So, the bedtime routine looks like this:
  • Pjs
  • Snack
  • Independent reading (we set the timer for 10-15 minutes and the kids read independently for that time). They sit on the couch and dh and I are right there doing things on our computers.
  • Brush teeth
  • Mom or dad reads out loud (usually one chapter of a book for each child). This usually takes about 10 minutes.
  • Prayers
  • Bed
  • Kids read in bed until they are sleepy. This can be anywhere from 5 minutes to 60 minutes.
Because it's part of the bedtime routine, this time is pretty inviolable. The kids also really enjoy being allowed to 'stay up' a bit and read in bed. We don't track the time too exactly, but as far as I can tell, they usually get over the minimum.

When ds was in first grade, he was a reluctant reader. He really really didn't want to do the reading. That's when we came up with the system of splitting the required time between him reading to us and us reading to him. We figured (and his teacher agreed) that it didn't really matter as long as he was getting the exposure.
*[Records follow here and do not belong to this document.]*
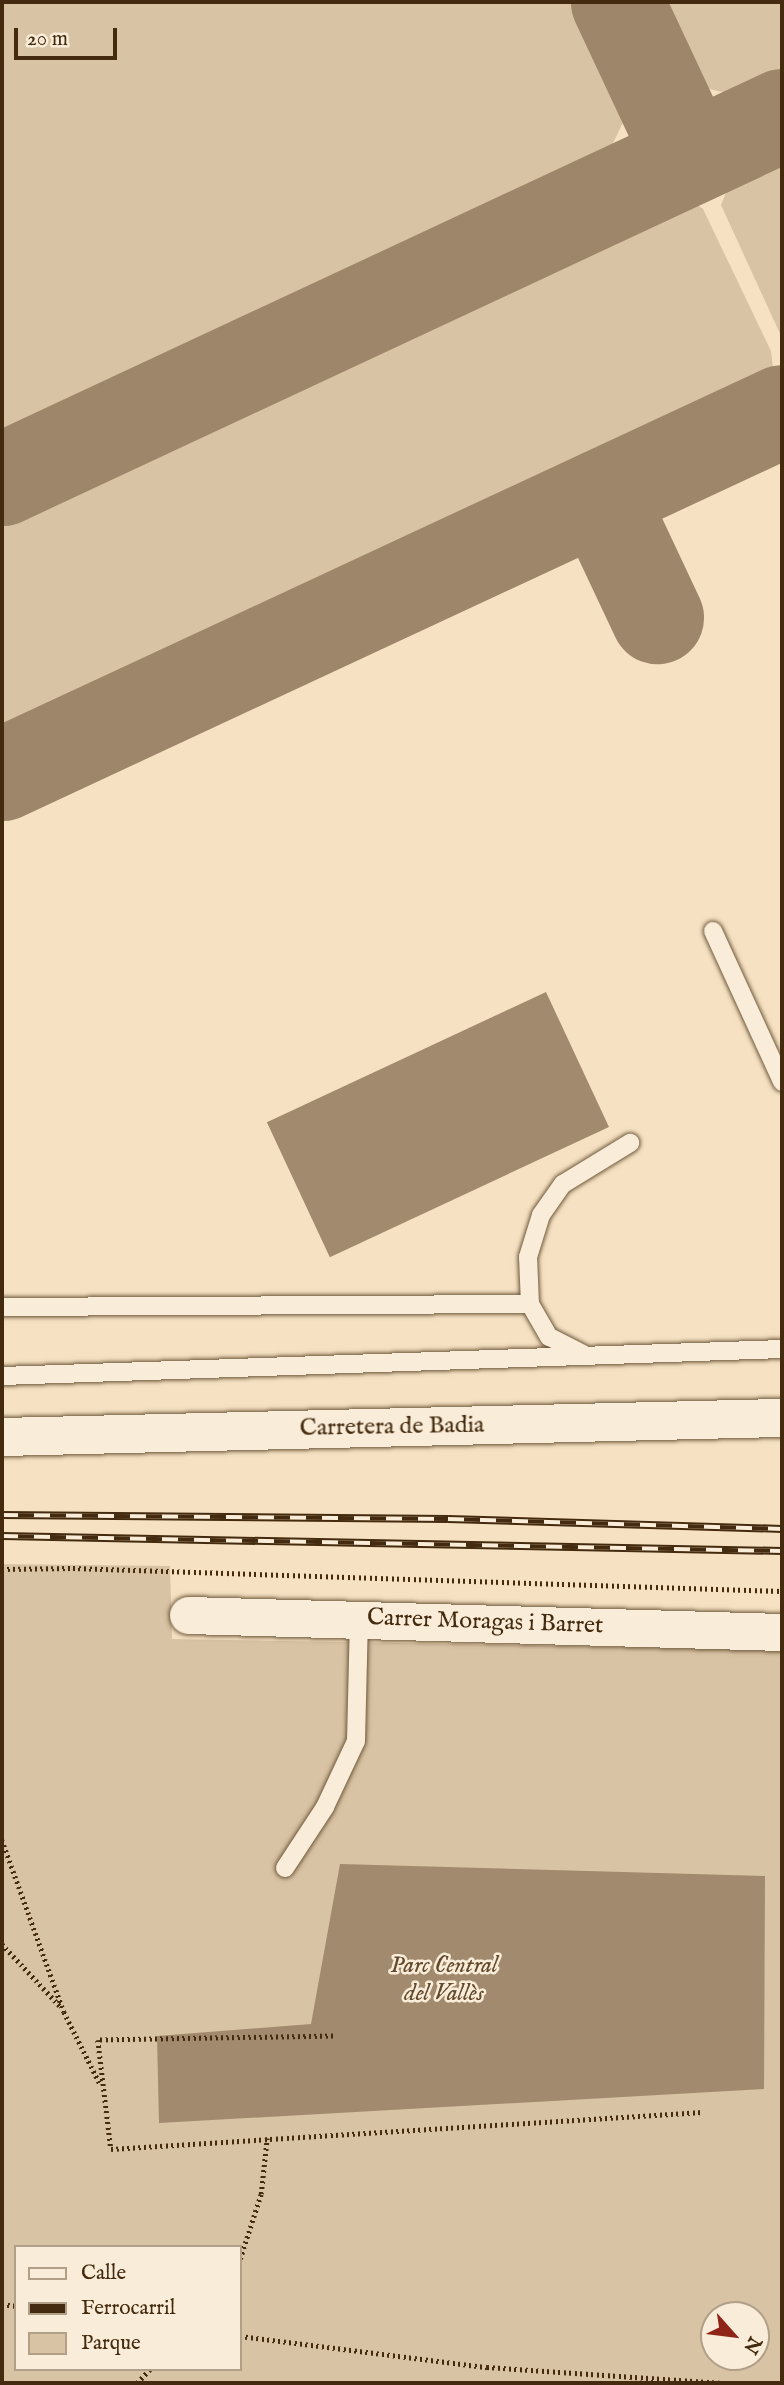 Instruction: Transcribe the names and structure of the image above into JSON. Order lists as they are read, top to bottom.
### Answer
{
  "streets": {
    "street": ["Carretera de Badia", "Carrer Moragas i Barret"]
  },
  "parks": ["Parc Central del Vallès"],
  "legend": ["Calle", "Ferrocarril", "Parque"],
  "scale_bar": "20 m",
  "north": "bottom right"
} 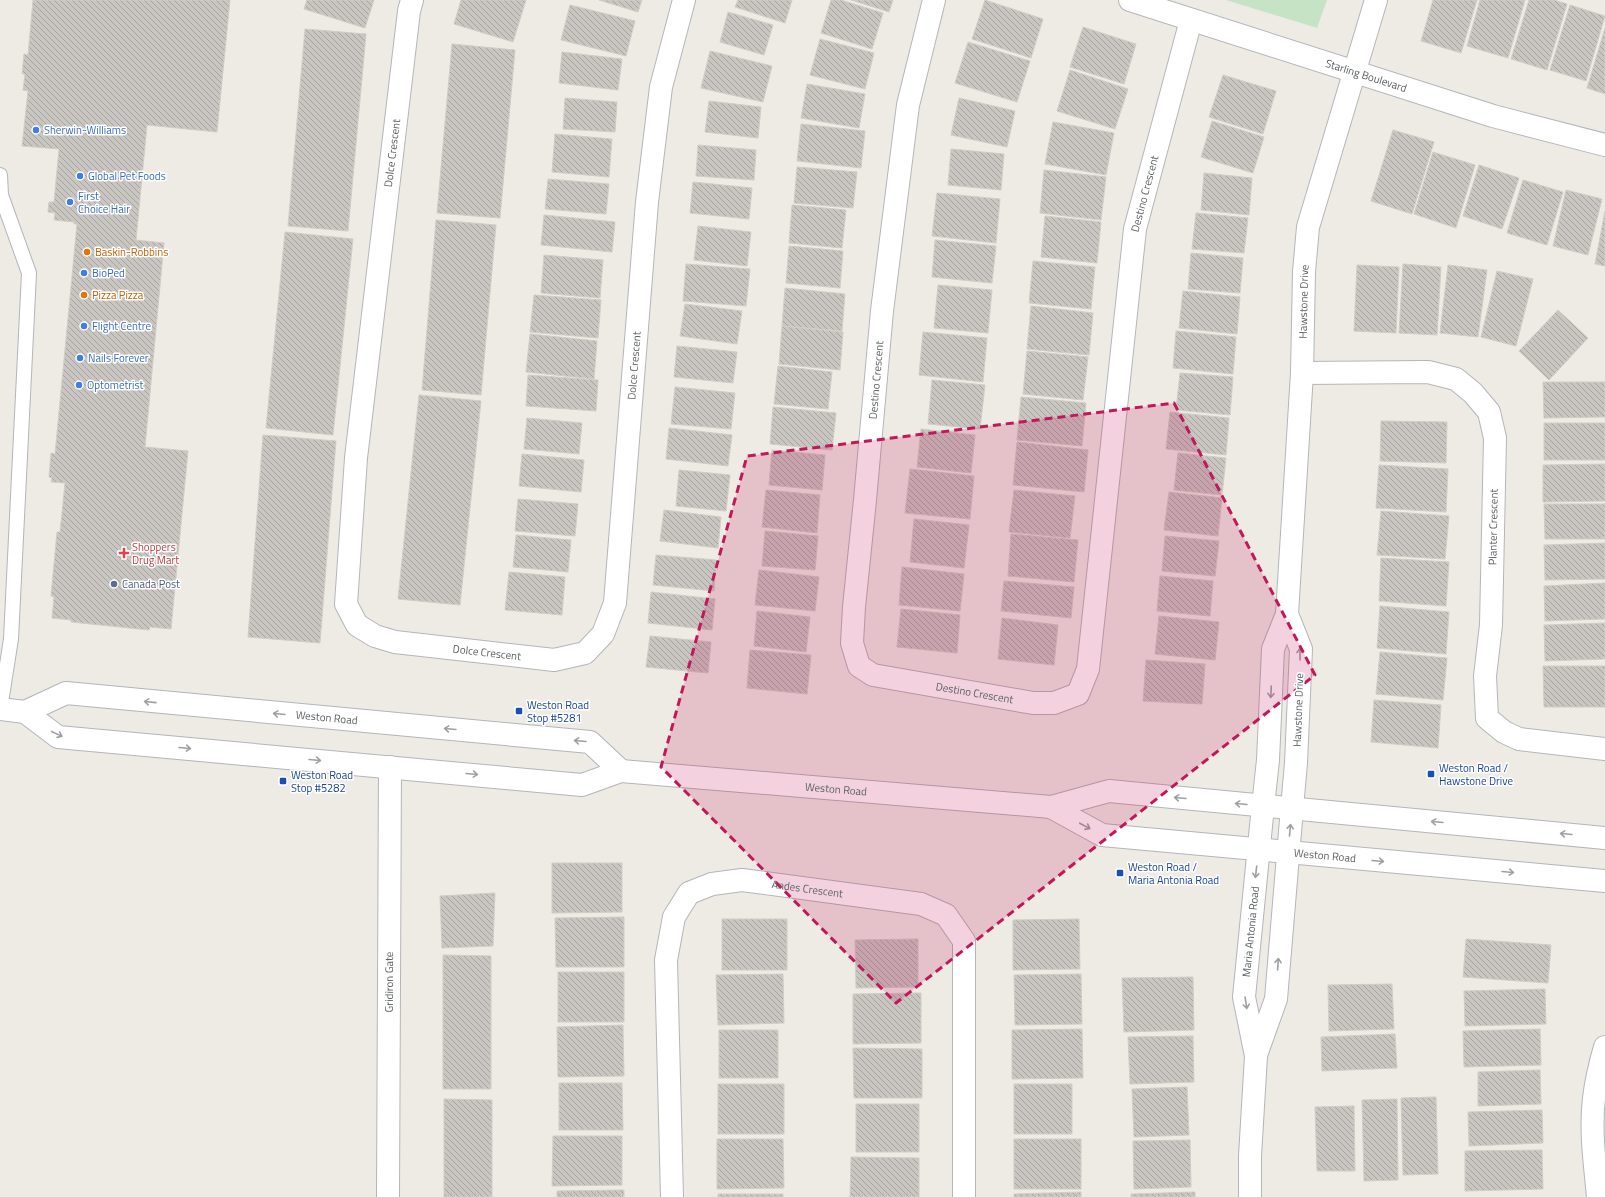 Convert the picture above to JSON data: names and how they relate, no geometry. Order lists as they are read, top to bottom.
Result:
{
  "streets": {
    "street": [
      "Starling Boulevard",
      "Dolce Crescent",
      "Destino Crescent",
      "Hawstone Drive",
      "Planter Crescent",
      "Weston Road",
      "Andes Crescent",
      "Maria Antonia Road",
      "Gridiron Gate"
    ]
  },
  "crossings": [
    ["Starling Boulevard", "Destino Crescent"],
    ["Starling Boulevard", "Hawstone Drive"],
    ["Hawstone Drive", "Planter Crescent"],
    ["Hawstone Drive", "Weston Road"],
    ["Hawstone Drive", "Maria Antonia Road"],
    ["Weston Road", "Maria Antonia Road"],
    ["Weston Road", "Gridiron Gate"]
  ],
  "places": {
    "other": [
      "Sherwin-Williams",
      "Global Pet Foods",
      "First Choice Hair",
      "Baskin-Robbins",
      "BioPed",
      "Pizza Pizza",
      "Flight Centre",
      "Nails Forever",
      "Optometrist",
      "Canada Post"
    ],
    "health": ["Shoppers Drug Mart"],
    "transit": [
      "Weston Road Stop #5281",
      "Weston Road / Hawstone Drive",
      "Weston Road Stop #5282",
      "Weston Road / Maria Antonia Road"
    ]
  }
}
Make sure too, that the books are well within her comfort range. If they're 'below' grade level, that's OK. What you want is fluency. Relatively easy text with predictable plots are great for that. My daughter gained a huge amount of fluency this summer reading the Rainbow Magic books. I hate them, but she loved them. (They're probably too young for your daughter in terms of content, but there are other series out there that should fill the same role for an 8 year old.)

Another thing to think about: Is your daughter a struggling reader because she doesn't practice, or does she not want to practice because reading is too difficult for her. 3rd grade is when a lot of kids get identified for reading disabilities (e.g., dyslexia, visual coordination issues, needing glasses) because it should be getting easier and it's not. If she's not improving after you figure out a system for her reading consistently, then I would say you might want her tested.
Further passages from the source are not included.